Stored data
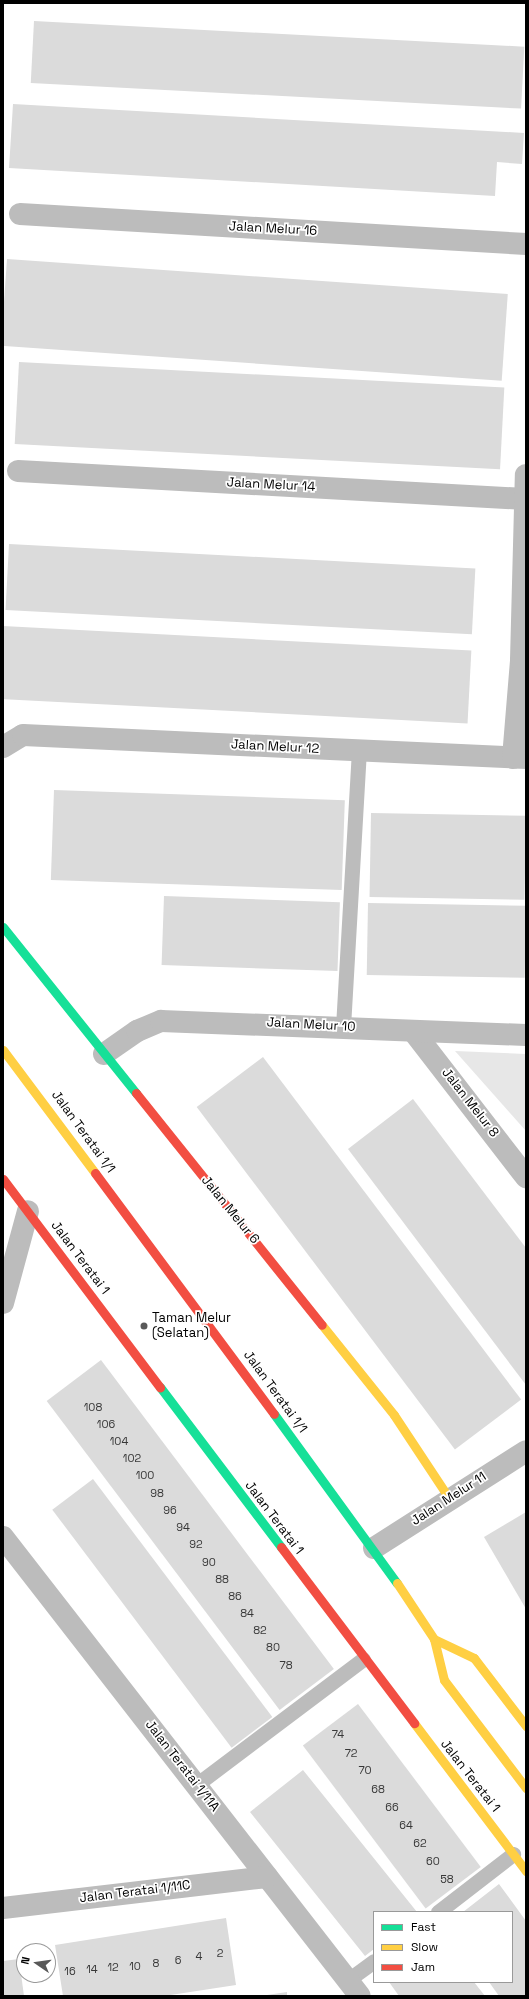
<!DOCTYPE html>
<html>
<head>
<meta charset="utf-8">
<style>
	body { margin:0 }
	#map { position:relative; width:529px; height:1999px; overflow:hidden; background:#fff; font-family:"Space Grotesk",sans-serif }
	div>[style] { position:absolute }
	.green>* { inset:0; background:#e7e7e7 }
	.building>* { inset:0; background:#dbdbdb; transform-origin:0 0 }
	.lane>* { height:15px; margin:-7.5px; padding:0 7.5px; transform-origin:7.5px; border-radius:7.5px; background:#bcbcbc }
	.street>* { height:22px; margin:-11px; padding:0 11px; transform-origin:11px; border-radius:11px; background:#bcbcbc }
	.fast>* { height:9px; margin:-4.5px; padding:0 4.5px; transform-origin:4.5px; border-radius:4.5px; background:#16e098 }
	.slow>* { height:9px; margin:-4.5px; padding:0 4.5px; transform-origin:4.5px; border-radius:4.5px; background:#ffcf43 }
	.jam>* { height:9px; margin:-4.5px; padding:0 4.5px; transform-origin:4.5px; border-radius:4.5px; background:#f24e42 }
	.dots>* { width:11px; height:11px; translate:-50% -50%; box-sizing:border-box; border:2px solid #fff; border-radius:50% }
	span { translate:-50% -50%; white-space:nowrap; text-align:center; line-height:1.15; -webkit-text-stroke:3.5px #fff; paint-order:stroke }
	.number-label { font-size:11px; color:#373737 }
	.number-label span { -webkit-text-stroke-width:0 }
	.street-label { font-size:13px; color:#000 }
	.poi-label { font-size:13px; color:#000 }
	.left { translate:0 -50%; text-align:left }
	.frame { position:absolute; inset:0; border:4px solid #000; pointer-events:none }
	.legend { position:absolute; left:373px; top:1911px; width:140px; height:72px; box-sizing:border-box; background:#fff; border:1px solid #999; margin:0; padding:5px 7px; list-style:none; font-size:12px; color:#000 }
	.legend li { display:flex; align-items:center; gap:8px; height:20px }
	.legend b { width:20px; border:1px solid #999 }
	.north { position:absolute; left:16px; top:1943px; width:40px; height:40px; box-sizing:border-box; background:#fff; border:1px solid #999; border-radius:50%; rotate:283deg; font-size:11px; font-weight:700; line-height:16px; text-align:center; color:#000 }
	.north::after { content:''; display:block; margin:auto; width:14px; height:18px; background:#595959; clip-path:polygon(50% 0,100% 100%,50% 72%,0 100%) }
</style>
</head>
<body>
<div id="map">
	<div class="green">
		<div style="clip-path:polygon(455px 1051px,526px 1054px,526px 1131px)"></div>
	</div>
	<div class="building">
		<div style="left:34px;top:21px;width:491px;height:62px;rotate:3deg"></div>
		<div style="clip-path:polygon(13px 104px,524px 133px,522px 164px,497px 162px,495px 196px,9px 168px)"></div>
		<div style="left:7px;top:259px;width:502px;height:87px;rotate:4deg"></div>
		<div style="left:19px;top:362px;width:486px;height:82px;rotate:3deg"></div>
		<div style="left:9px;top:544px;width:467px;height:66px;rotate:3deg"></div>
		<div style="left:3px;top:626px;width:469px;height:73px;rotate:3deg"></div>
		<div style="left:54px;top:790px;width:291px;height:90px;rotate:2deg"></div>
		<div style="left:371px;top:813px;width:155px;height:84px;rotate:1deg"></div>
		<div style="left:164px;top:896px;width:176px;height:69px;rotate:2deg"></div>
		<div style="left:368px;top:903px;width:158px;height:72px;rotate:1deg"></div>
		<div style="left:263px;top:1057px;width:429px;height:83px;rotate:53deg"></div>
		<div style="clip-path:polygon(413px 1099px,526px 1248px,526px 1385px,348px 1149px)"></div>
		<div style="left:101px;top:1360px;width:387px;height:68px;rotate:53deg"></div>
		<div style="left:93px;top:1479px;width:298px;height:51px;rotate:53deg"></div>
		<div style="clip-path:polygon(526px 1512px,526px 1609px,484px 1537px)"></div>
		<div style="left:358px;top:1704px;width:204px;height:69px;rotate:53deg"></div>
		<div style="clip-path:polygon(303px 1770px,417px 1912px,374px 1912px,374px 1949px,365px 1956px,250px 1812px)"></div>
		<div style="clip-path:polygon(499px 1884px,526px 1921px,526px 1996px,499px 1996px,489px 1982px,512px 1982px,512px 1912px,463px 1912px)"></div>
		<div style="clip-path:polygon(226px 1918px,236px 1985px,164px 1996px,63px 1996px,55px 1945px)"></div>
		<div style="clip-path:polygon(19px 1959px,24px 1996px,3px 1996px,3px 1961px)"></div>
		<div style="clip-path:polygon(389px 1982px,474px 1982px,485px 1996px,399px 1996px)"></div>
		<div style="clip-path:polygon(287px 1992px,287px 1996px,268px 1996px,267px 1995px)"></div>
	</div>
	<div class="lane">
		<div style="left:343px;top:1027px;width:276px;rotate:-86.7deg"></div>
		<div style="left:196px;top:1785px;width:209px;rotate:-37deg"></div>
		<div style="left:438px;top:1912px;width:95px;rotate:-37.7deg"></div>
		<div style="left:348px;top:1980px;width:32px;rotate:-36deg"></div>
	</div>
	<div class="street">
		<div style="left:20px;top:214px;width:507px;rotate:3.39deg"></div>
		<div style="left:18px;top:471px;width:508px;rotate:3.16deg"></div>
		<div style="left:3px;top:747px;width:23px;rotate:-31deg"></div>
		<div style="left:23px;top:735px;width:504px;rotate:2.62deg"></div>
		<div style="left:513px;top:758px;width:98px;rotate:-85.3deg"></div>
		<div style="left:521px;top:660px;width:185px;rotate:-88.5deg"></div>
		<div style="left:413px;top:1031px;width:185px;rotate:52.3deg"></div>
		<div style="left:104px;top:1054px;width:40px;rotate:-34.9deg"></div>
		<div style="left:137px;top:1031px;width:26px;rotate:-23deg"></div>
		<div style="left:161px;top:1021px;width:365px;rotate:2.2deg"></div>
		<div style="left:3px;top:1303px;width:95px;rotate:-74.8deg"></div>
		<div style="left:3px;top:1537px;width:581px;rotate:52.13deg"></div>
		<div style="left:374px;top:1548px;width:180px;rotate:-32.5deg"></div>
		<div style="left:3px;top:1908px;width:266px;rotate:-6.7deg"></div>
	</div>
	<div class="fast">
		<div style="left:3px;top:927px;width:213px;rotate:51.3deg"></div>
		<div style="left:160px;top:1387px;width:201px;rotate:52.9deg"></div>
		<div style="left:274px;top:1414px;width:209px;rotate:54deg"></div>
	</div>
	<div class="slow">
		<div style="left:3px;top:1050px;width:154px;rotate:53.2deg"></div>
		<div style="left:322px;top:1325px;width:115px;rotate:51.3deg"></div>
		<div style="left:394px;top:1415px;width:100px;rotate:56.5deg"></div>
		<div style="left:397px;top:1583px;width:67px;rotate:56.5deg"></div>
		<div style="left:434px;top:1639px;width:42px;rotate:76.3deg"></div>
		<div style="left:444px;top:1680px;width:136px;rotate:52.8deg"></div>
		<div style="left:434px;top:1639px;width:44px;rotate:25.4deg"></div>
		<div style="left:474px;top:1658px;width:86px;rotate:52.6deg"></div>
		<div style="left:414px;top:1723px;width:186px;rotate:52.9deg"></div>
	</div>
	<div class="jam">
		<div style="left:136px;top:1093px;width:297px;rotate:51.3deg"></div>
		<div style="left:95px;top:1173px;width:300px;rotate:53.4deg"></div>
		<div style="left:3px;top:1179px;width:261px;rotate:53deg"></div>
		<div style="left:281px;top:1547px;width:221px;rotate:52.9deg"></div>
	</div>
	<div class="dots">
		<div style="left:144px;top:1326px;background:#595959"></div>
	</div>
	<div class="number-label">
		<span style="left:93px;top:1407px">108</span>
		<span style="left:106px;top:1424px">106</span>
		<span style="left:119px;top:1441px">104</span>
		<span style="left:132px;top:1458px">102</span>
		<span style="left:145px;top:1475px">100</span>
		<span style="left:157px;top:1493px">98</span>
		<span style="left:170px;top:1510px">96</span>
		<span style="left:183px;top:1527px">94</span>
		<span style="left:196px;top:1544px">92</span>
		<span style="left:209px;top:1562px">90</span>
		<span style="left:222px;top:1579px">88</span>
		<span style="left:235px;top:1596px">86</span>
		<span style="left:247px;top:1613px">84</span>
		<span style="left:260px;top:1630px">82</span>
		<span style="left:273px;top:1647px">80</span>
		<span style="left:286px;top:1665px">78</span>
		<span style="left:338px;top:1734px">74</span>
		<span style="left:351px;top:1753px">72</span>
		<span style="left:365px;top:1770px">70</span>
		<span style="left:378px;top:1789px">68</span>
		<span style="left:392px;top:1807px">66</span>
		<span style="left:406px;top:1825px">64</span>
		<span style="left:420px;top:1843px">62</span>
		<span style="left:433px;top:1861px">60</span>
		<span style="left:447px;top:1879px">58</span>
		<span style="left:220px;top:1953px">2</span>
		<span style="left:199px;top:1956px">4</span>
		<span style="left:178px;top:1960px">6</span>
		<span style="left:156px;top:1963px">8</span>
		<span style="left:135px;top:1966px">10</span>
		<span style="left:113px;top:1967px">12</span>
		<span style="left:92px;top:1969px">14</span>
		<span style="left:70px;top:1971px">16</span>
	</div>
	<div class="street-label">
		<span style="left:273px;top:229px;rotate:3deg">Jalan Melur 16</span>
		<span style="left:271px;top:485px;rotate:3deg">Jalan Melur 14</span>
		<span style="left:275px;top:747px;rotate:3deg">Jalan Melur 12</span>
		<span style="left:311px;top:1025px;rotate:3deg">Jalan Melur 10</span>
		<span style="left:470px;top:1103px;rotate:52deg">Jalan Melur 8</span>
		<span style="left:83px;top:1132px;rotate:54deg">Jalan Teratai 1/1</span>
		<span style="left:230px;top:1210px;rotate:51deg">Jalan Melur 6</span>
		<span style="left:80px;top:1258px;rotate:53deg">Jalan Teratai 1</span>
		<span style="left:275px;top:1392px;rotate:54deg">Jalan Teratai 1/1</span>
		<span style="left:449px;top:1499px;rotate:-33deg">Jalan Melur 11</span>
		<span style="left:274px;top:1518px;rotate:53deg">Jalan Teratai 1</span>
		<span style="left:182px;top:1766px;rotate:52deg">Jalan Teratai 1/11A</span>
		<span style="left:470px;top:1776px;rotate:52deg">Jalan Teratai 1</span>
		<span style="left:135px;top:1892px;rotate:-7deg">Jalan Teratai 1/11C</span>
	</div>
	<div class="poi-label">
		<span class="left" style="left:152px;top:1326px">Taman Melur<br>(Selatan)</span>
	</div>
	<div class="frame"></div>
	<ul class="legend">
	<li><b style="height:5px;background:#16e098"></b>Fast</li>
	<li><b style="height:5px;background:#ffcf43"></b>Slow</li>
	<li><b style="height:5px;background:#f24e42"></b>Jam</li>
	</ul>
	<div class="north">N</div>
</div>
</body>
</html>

▸ WORK ORDER
Keep only those lines of the records that hold "number", and return them.

▸ RESULT BELOW
	.number-label { font-size:11px; color:#373737 }
	.number-label span { -webkit-text-stroke-width:0 }
	<div class="number-label">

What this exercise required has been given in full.